A sustentabilidade é a capacidade de poder responder a necessidades de todos os seres vivos na Terra, não apenas humanos. A Natureza tem direito de viver também. Com tudo o que cada cidade tem localmente. Isto justifica-se? Não, tal como não se justiça a pobreza, a fome, a falta de água.
O que é a “Blue Economy” (BE) e onde tem sido mais aplicada?
O país onde tem mais aplicação é na China. É um país com poucos recursos, tem uma população enorme e tem uma política de desenvolvimento que inova, cria novos conceitos e novas ideias. O conceito de BE é que fazemos tudo para responder a necessidades, fazendo-o com valor agregado. Não vamos responder às necessidades com um modelo económico de competitividade com preços muito baixos. A China está mudando essa lógica. Durante 13 anos fez tudo para produzir com preços muito baixos. Hoje a China deslocaliza a sua produção para a Indonésia, Cambodja, Bangladesh. E depois vende com valor acrescentado.
A Blue Economy poder-se-ia aplicar aos sectores económicos tradicionais de Guimarães: têxtil e vestuário, calçado e cutelarias?

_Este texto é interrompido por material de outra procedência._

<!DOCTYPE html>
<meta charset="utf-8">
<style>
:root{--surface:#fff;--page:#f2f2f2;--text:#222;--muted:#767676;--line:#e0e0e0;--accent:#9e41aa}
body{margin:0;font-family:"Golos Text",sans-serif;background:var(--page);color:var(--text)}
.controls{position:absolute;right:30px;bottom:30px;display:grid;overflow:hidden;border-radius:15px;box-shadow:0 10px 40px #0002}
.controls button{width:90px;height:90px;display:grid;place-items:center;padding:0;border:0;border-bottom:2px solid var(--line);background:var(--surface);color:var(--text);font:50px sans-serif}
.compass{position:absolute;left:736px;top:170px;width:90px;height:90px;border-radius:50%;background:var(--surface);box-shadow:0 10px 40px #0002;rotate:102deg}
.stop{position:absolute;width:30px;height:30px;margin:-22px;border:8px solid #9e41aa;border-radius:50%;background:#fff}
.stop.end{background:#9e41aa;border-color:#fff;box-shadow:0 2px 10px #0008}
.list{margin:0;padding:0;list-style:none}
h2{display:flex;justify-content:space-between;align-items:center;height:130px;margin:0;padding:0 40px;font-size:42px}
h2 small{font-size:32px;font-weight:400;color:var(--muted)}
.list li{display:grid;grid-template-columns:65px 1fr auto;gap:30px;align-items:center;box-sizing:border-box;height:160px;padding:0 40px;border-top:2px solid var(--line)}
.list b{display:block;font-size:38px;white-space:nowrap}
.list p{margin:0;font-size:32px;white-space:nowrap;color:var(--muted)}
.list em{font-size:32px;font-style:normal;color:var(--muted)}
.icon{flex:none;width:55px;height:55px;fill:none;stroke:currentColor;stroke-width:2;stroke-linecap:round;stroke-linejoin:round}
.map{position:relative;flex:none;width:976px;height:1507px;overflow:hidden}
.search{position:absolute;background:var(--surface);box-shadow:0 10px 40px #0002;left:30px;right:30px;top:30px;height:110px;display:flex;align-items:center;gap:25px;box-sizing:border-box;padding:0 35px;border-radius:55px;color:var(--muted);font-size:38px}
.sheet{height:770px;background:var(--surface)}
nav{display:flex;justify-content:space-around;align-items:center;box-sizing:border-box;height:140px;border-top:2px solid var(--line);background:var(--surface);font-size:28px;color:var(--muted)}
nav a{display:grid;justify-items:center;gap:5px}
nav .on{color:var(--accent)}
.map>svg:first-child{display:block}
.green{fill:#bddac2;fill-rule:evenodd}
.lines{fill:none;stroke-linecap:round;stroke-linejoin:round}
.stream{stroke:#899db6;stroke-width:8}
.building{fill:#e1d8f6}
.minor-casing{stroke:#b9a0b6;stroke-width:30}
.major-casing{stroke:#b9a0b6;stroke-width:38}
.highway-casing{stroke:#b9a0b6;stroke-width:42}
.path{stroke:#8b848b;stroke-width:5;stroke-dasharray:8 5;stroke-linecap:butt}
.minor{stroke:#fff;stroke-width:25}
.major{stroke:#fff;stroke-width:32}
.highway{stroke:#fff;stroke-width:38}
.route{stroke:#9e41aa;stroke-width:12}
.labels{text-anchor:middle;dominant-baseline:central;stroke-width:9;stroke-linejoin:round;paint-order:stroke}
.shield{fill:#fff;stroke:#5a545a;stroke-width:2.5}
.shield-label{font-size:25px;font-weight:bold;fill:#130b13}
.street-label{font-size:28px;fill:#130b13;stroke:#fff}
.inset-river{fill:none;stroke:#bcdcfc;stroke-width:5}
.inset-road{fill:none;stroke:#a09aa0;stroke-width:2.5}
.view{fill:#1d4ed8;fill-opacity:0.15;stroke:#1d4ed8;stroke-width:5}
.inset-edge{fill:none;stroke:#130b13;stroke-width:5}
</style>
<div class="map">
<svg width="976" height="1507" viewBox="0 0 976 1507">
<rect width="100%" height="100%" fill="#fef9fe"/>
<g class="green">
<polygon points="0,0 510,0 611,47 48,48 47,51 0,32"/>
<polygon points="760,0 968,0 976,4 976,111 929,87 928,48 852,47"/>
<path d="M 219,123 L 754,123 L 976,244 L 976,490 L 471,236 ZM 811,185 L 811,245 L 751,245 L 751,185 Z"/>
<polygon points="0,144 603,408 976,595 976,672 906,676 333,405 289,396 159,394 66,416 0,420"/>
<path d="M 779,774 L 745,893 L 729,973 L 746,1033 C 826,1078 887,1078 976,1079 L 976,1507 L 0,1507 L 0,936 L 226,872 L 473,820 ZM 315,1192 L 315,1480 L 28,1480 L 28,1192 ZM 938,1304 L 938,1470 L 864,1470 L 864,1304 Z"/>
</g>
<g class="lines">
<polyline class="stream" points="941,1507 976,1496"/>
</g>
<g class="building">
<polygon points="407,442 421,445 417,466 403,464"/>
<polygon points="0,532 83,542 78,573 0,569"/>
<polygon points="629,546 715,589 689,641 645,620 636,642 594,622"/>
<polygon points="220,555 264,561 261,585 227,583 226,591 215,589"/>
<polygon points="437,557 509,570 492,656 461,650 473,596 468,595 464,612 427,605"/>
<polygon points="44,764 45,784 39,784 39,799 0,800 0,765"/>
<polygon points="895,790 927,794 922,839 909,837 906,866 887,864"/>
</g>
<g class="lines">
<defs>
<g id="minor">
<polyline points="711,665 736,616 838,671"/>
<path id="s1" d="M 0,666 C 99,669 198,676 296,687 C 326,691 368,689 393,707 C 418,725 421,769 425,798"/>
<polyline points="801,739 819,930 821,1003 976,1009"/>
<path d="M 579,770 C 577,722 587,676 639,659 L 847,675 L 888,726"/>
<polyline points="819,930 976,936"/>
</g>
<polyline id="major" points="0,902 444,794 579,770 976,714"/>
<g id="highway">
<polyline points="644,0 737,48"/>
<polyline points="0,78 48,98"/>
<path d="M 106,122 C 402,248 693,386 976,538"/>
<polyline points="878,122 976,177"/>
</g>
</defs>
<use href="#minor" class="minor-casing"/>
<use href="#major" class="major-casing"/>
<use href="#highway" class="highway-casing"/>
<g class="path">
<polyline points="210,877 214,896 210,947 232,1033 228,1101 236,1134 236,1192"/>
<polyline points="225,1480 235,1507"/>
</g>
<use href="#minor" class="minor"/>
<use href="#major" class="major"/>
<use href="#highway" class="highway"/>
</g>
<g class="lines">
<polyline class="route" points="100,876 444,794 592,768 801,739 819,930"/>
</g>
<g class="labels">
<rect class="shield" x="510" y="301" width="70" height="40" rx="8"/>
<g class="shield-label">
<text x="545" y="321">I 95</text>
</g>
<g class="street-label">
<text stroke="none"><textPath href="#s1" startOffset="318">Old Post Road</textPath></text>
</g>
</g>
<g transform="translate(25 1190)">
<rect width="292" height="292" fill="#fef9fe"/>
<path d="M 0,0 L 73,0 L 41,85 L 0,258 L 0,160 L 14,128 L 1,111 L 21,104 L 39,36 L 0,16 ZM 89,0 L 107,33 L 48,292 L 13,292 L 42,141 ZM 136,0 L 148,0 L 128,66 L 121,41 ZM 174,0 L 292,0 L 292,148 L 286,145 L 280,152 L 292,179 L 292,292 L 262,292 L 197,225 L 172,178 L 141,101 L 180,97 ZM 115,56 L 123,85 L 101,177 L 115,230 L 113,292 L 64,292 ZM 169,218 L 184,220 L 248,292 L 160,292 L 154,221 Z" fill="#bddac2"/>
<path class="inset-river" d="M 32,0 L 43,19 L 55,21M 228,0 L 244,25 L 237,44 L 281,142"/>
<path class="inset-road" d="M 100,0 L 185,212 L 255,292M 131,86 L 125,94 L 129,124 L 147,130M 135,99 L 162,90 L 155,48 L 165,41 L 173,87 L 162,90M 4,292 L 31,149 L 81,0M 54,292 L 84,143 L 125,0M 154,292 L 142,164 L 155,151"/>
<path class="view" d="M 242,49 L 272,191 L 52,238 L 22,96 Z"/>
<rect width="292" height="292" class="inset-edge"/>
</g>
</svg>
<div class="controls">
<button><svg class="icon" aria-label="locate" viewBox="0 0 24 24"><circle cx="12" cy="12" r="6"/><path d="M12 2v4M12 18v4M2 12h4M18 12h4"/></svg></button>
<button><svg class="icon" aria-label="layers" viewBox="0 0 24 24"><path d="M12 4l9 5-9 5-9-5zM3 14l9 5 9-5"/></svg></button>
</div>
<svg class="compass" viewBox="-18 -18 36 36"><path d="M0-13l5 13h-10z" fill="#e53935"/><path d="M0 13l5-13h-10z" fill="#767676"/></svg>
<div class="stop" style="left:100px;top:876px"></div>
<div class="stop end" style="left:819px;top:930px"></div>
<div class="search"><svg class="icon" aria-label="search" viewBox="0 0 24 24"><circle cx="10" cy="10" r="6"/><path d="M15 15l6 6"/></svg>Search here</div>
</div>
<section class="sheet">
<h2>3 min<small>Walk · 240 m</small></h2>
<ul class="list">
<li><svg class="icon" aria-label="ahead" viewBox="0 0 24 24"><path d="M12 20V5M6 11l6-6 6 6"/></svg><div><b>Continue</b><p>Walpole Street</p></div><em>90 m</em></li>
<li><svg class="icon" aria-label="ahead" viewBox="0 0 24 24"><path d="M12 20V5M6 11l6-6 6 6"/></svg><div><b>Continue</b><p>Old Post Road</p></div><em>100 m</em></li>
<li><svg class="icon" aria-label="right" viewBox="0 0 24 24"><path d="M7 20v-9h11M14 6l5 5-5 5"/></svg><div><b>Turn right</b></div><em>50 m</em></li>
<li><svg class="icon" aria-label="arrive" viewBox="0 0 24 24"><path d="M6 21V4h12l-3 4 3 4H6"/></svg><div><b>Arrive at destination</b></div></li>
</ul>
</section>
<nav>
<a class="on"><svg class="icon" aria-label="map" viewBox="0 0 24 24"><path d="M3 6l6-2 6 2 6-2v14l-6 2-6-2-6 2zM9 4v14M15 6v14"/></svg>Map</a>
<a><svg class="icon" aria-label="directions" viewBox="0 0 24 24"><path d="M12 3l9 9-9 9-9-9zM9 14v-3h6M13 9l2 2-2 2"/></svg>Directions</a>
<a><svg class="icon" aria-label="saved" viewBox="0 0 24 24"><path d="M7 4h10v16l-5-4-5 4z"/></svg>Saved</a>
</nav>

É óbvio, pode aplicar-se em todas as actividades e sectores mas para poder aplicar este conceito, temos de ver para além do próprio sector têxtil, todos os outros recursos locais disponíveis. Há uma oportunidade de estudar o que esta localmente disponível se falamos de têxtil, um sector muito interessante. O que se está a fazer em termos de expansão de novos produtos, é a reciclagem de redes de pescador, o cultivo da alga para a transformar em fibra têxtil. A China já tem uma indústria muito importante para substituir o algodão por fibras de alga, com a vantagem de ser melhor para a nossa pele, é de boa qualidade, muito mais suave tem micronutrientes para a pele. O têxtil tem que pensar mais do que aquilo que foi enquanto indústria tradicional, tem de o fazer de uma maneira vertical e integrada, do têxtil do mar a um produto final. No calçado é o mesmo: já se produz calçado incorporando lixo de casulos de bichos da seda, um material de qualidade. O casulo tem uma propriedade que é contra cogumelos e isso é muito importante para a saúde do pé. Quando fazemos um novo calçado e tem esse produto de seda com benefícios para a saúde todo o consumidor vai querer. O consumidor não está disponível para pagar para a defesa do meio ambiente mas já está disponível para pagar para o seu bem-estar e para a sua saúde. Há muitos projectos novos de BE que têm a saúde no eixo das suas preocupações e um nicho de mercado. É uma questão central.
Isso implicaria apoiar-se mais na biotecnologia e na utilização de outras matérias primas, como as algas?
Tem a energia da transformação mas a tecnologia básica do têxtil serve para transformar as algas, não é preciso mudar muito, apenas a fibra é diferente, é mais uma oportunidade de fazer uma integração vertical que gera mais valor agregado, isso é a busca mais importante na transformação económica.
E nas cutelarias?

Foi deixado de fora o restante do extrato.